KEPULAUAN RIAU — RedMagic 11 Air mencoba menjawab dilema klasik ponsel gaming: bodi tebal dan berat. Dengan ketebalan 7,85 mm dan bobot 207 gram, perangkat ini terasa lebih ramping dibanding kompetitor sekelasnya. Pertanyaannya, apakah pengorbanan yang dilakukan demi bentuk ramping ini mengorbankan performa yang menjadi andalan ponsel gaming?
RedMagic 11 Air hadir dengan panel belakang transparan yang memperlihatkan komponen termal sederhana dan logo merek. Cincin RGB di sekitar kipas internal masih bisa dikustomisasi, tapi tampilan keseluruhan lebih kalem dibanding ponsel RedMagic lain. "Beberapa orang menyukai pendekatan desain seperti ini," tulis reviewer dalam bahan ulasan.
Kejutan terbesar ada di modul kamera yang rata sempurna dengan bodi belakang. Tidak ada tonjolan sama sekali. Ini membuat ponsel tidak goyang saat diletakkan di meja, dan jari tidak kram saat bermain game dalam posisi landscape. Untuk ponsel gaming, permukaan datar adalah keputusan yang tepat.
Satu perubahan signifikan: RedMagic menghilangkan slider fisik di sisi kiri. Sebagai gantinya, ada tombol merah khusus untuk mengaktifkan Game Space. Tombol trigger sentuh di sisi kanan atas tetap tersedia untuk kontrol gaming tambahan.
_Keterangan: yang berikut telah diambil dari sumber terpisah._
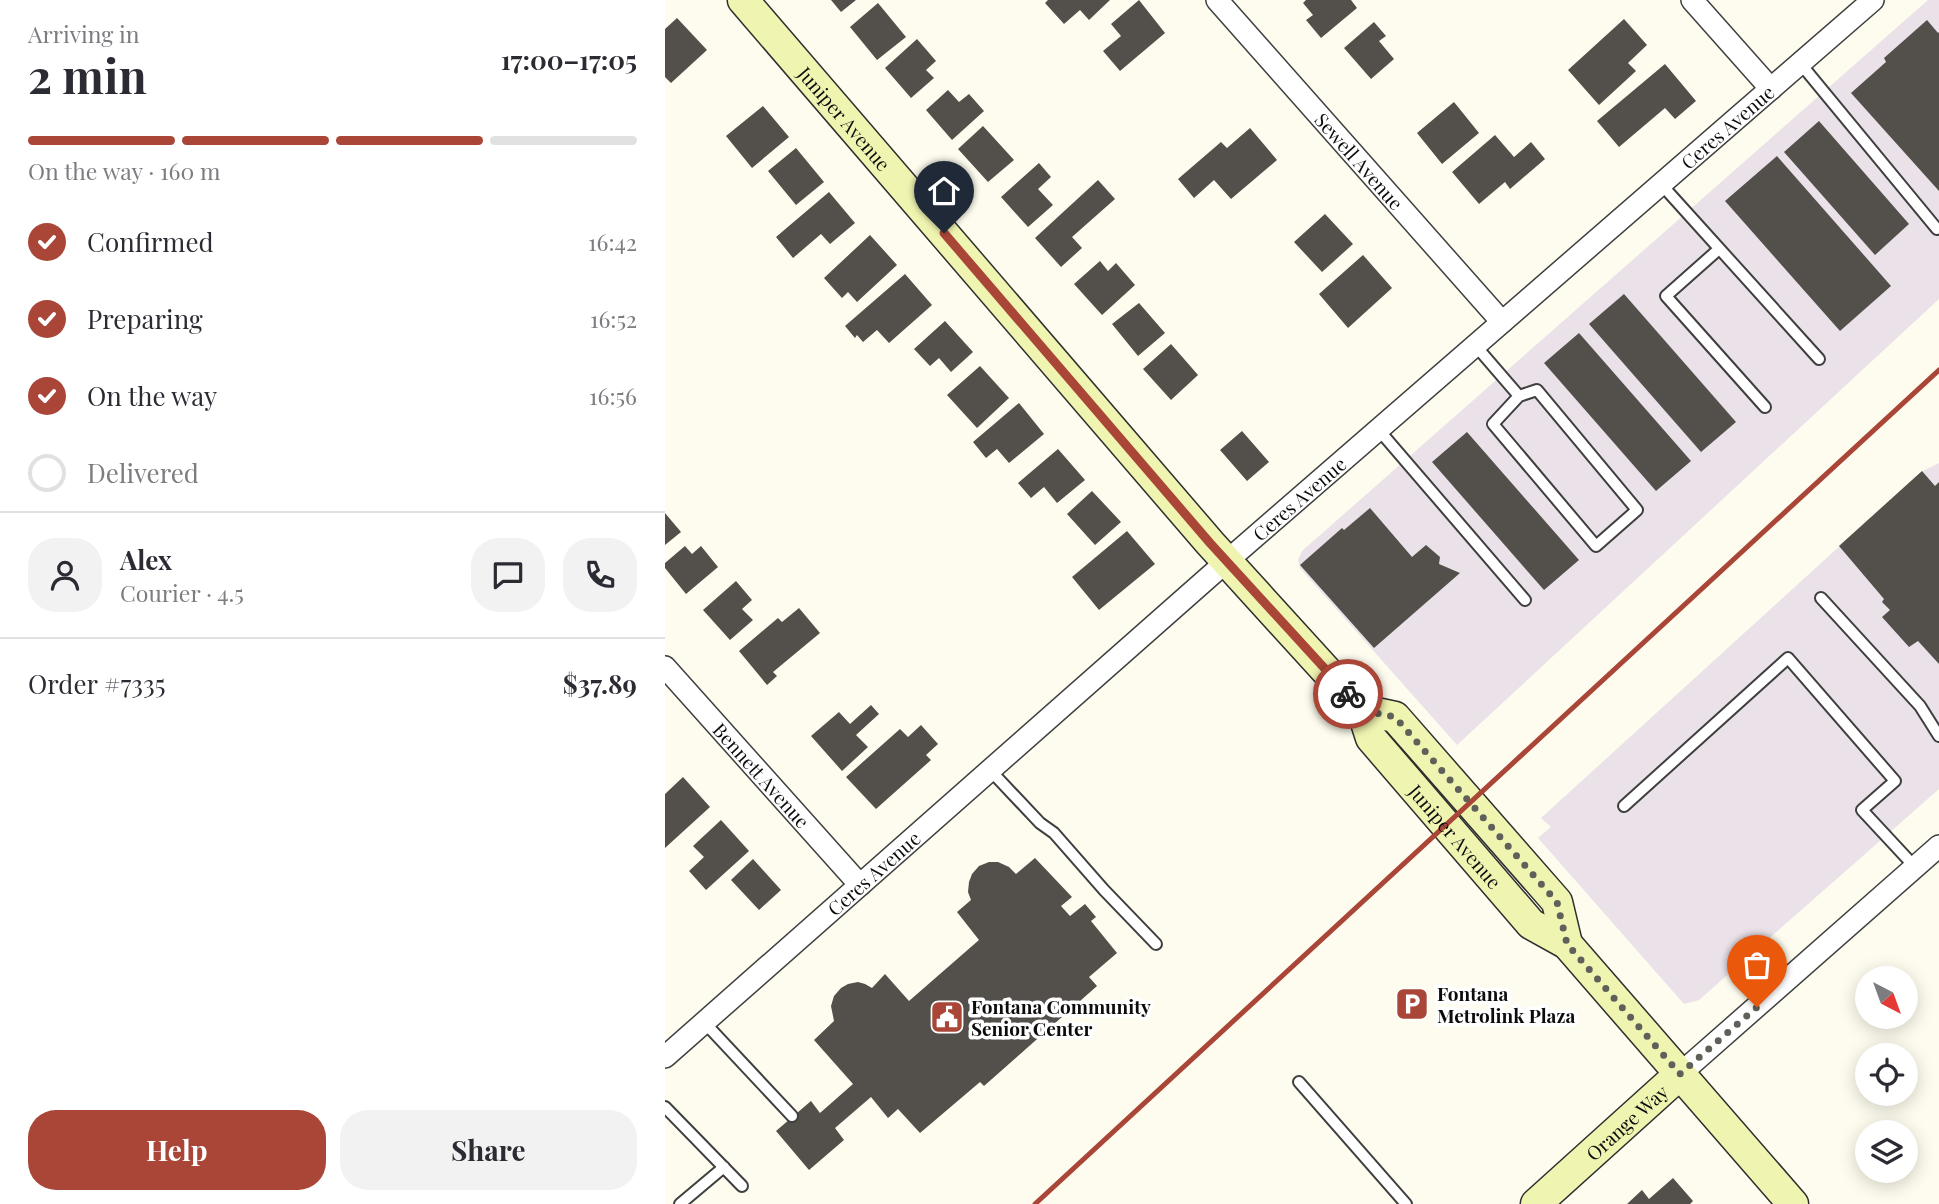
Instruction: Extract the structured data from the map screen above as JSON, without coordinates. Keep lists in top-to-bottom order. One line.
{"streets":{"street":["Juniper Avenue","Ceres Avenue","Sewell Avenue","Bennett Avenue","Orange Way"]},"crossings":[["Juniper Avenue","Ceres Avenue"],["Juniper Avenue","Orange Way"],["Ceres Avenue","Sewell Avenue"],["Ceres Avenue","Bennett Avenue"]],"places":{"parking":["Fontana Metrolink Plaza"],"public building":["Fontana Community Senior Center"]},"north":"bottom right","page":{"heading":["2 min","Arriving in","17:00–17:05"],"panel":["Alex","Courier · 4.5","Order #7335","$37.89"],"bar":"On the way · 160 m","list":[["Confirmed","16:42"],["Preparing","16:52"],["On the way","16:56"],"Delivered"],"buttons":["Help","Share"]}}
Layar AMOLED 6,85 inci menjadi salah satu keunggulan utama perangkat ini. Panelnya benar-benar mulus tanpa poni atau punch hole karena kamera depan ditempatkan di bawah layar (under-display camera). Resolusi 2688 x 1216 piksel dengan kerapatan 431 ppi menghasilkan gambar yang tajam, sementara refresh rate 144 Hz menjamin animasi game terasa sangat halus.
Kecerahan puncak mencapai 1.800 nit — bahkan dalam pengujian internal, reviewer mencatat angka sedikit lebih tinggi pada ukuran window 2 persen. Namun, kecerahan turun drastis pada area layar yang lebih luas.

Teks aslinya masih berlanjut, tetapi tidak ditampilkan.